Work request
The entries are to be repeated verbatim, with nothing left out.

Records for this task

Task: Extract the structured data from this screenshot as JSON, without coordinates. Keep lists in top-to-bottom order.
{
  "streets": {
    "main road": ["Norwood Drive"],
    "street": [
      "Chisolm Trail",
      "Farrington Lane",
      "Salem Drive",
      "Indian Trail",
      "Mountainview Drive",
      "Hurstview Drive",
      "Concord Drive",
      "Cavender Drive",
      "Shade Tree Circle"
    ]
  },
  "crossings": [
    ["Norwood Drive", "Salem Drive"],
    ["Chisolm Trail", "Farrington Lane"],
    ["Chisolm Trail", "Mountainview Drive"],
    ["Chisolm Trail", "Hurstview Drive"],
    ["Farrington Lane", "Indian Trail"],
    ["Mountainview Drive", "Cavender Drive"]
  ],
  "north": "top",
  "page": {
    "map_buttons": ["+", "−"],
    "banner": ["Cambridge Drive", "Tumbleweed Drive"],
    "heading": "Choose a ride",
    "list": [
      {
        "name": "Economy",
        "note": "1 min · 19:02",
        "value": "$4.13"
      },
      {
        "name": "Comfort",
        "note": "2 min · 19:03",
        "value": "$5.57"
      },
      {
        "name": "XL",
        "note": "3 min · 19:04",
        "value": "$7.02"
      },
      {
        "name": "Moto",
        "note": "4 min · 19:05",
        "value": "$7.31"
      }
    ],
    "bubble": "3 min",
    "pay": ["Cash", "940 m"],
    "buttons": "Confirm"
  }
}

Solution for this problem
Task: Extract the structured data from this screenshot as JSON, without coordinates. Keep lists in top-to-bottom order.
{
  "streets": {
    "main road": ["Norwood Drive"],
    "street": [
      "Chisolm Trail",
      "Farrington Lane",
      "Salem Drive",
      "Indian Trail",
      "Mountainview Drive",
      "Hurstview Drive",
      "Concord Drive",
      "Cavender Drive",
      "Shade Tree Circle"
    ]
  },
  "crossings": [
    ["Norwood Drive", "Salem Drive"],
    ["Chisolm Trail", "Farrington Lane"],
    ["Chisolm Trail", "Mountainview Drive"],
    ["Chisolm Trail", "Hurstview Drive"],
    ["Farrington Lane", "Indian Trail"],
    ["Mountainview Drive", "Cavender Drive"]
  ],
  "north": "top",
  "page": {
    "map_buttons": ["+", "−"],
    "banner": ["Cambridge Drive", "Tumbleweed Drive"],
    "heading": "Choose a ride",
    "list": [
      {
        "name": "Economy",
        "note": "1 min · 19:02",
        "value": "$4.13"
      },
      {
        "name": "Comfort",
        "note": "2 min · 19:03",
        "value": "$5.57"
      },
      {
        "name": "XL",
        "note": "3 min · 19:04",
        "value": "$7.02"
      },
      {
        "name": "Moto",
        "note": "4 min · 19:05",
        "value": "$7.31"
      }
    ],
    "bubble": "3 min",
    "pay": ["Cash", "940 m"],
    "buttons": "Confirm"
  }
}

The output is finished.